BRUSSELS/FRANKFURT/PARIS (dpa-AFX) - U.K. stocks advanced on Tuesday as hopes of economic recovery helped offset jitters over increasingly violent social unrest in the U.S. and rising U.S.-China tensions.
Investors brushed off data from the Nationwide Building Society showing that U.K. house prices declined at the fastest pace since 2009 in May.
House prices fell 1.7 percent month-on-month in May, in contrast to a 0.9 percent rise in April as the impact of the coronavirus pandemic filtered through the property market. This was the biggest fall since February 2009. Economists had forecast a fall of 1 percent.

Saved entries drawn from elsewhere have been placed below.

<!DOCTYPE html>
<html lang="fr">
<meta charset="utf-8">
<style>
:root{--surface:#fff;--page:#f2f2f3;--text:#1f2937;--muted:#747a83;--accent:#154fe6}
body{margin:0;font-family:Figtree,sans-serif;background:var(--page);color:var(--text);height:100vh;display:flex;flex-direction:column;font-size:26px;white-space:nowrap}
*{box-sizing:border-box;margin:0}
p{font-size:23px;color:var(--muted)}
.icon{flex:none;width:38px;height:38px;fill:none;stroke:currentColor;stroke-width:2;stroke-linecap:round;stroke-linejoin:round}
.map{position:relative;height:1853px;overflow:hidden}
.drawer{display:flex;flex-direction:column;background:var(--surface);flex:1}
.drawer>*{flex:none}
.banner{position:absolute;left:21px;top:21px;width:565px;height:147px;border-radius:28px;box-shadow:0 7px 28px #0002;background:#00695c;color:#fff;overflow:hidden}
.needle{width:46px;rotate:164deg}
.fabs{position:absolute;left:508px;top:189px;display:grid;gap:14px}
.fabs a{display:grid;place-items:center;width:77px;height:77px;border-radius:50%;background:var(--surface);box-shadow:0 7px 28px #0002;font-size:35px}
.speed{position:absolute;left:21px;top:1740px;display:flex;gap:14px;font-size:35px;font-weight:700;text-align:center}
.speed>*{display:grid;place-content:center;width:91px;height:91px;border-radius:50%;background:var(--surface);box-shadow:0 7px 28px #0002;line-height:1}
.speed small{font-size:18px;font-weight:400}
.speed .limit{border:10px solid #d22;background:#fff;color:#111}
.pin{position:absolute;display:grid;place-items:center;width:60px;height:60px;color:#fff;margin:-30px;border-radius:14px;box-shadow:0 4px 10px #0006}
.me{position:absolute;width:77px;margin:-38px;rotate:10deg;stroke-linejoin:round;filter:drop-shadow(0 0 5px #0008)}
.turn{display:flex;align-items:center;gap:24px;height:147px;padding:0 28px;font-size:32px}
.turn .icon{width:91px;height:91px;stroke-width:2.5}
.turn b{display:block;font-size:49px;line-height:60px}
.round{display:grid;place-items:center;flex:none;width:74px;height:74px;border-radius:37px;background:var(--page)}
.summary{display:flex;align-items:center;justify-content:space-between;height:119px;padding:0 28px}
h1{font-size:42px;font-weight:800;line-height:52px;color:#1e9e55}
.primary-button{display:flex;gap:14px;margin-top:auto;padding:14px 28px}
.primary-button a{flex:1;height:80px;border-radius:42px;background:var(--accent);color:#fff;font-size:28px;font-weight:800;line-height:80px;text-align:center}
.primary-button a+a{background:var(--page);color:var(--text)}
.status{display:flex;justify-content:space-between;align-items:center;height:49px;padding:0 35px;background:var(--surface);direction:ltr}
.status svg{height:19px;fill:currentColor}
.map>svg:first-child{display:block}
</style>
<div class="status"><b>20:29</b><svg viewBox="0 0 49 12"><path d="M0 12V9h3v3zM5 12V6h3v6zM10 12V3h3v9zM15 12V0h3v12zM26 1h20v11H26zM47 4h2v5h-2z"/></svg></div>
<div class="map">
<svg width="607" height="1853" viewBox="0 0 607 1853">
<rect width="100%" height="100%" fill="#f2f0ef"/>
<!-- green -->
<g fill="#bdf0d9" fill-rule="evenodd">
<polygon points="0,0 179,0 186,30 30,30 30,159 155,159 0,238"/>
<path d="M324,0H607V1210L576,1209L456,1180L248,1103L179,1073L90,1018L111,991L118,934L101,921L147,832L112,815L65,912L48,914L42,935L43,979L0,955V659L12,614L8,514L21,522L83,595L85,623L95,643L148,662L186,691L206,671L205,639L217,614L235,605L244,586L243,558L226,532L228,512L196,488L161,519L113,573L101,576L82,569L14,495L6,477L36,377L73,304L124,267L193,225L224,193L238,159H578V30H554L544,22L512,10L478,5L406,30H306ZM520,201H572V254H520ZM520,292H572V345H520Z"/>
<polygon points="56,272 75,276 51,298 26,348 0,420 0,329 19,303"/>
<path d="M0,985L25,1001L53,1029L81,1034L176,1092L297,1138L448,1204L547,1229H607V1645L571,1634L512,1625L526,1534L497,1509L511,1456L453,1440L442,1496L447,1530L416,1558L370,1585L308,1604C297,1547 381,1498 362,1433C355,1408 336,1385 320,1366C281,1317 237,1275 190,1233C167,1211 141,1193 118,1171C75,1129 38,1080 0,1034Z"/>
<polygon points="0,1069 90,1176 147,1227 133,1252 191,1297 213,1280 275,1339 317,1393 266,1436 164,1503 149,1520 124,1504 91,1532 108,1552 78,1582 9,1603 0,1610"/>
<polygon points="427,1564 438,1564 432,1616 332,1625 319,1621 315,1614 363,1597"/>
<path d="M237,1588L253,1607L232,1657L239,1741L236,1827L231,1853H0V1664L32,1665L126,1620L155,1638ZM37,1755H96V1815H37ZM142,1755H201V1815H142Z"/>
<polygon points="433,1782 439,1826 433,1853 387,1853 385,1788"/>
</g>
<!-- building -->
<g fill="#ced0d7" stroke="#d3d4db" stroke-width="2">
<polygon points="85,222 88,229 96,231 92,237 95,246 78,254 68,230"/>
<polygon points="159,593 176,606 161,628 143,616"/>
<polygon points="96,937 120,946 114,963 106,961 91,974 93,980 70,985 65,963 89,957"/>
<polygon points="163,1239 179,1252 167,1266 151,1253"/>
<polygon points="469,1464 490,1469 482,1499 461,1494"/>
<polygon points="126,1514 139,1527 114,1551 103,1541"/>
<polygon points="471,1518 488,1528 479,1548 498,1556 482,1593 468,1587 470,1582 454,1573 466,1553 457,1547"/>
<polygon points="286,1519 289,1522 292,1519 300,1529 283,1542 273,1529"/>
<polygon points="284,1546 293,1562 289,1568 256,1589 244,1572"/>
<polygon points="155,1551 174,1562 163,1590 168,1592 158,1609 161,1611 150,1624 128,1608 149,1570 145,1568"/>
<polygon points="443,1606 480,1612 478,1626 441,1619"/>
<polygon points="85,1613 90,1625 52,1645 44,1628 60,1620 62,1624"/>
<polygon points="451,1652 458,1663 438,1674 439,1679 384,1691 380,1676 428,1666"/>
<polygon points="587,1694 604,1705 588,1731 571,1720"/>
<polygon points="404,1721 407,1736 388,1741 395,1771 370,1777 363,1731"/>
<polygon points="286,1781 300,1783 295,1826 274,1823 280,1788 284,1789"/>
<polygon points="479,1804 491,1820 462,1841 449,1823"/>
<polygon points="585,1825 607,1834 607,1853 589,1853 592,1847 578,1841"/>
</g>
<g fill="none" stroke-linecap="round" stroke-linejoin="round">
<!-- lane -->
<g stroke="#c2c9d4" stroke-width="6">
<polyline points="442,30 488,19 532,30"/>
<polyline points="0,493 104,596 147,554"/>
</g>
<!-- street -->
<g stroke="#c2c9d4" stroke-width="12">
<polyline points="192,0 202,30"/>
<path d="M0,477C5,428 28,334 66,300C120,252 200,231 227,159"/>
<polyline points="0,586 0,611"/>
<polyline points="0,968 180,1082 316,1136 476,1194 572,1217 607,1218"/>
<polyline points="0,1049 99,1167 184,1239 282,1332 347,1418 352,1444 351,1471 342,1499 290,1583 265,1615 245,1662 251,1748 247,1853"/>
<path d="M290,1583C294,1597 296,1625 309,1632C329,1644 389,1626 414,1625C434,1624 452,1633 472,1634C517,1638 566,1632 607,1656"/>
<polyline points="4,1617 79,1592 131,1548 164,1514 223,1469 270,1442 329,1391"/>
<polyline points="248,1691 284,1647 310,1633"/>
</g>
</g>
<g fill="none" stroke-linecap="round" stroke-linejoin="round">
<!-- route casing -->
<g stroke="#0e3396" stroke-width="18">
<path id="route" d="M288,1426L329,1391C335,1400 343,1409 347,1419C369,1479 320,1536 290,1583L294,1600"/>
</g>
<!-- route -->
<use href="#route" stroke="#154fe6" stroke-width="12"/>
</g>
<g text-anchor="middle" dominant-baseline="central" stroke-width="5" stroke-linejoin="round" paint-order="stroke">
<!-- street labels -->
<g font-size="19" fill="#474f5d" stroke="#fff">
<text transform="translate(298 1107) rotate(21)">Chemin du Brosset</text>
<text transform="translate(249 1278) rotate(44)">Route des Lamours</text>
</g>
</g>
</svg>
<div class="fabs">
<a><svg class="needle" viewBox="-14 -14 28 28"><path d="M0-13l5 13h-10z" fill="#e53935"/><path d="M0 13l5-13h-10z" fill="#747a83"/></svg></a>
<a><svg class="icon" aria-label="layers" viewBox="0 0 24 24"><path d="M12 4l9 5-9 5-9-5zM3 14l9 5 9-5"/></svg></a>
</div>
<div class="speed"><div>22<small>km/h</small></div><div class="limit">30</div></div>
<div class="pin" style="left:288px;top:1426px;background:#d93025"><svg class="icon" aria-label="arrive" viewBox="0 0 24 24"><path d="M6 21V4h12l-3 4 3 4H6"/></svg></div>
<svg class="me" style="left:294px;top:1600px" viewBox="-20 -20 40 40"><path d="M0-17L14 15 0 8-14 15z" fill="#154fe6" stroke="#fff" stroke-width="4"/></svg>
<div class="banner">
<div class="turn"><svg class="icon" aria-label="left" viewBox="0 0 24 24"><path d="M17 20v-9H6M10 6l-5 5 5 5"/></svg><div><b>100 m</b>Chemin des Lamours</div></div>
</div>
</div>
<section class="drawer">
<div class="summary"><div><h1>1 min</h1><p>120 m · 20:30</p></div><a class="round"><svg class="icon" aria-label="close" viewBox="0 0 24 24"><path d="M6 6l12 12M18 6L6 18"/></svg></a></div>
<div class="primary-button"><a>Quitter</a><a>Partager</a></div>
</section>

On a yearly basis, house prices grew 1.8 percent in May, much slower than the 3.7 percent rise in April and economists' forecast of 2.8 percent increase.
Separately, U.K. mortgage approvals declined sharply in April amid coronavirus pandemic, data from the Bank of England showed.
The number of mortgage approvals plunged to 15,848 in April from 56,136 in March. Approvals were forecast to fall to 23,780.
The benchmark FTSE 100 rose by 37 points, or 0.61 percent, to 6,203 after rising 1.5 percent the previous day.
Tesco shares fell 2 percent. Chief Financial Officer Alan Stewart plans to step down next year, extending a management overhaul at the U.K.'s largest supermarket.
Hospital operator Mediclinic advanced 1.5 percent despite posting a net loss of 315 million pounds ($394 million) for fiscal year 2019/2020.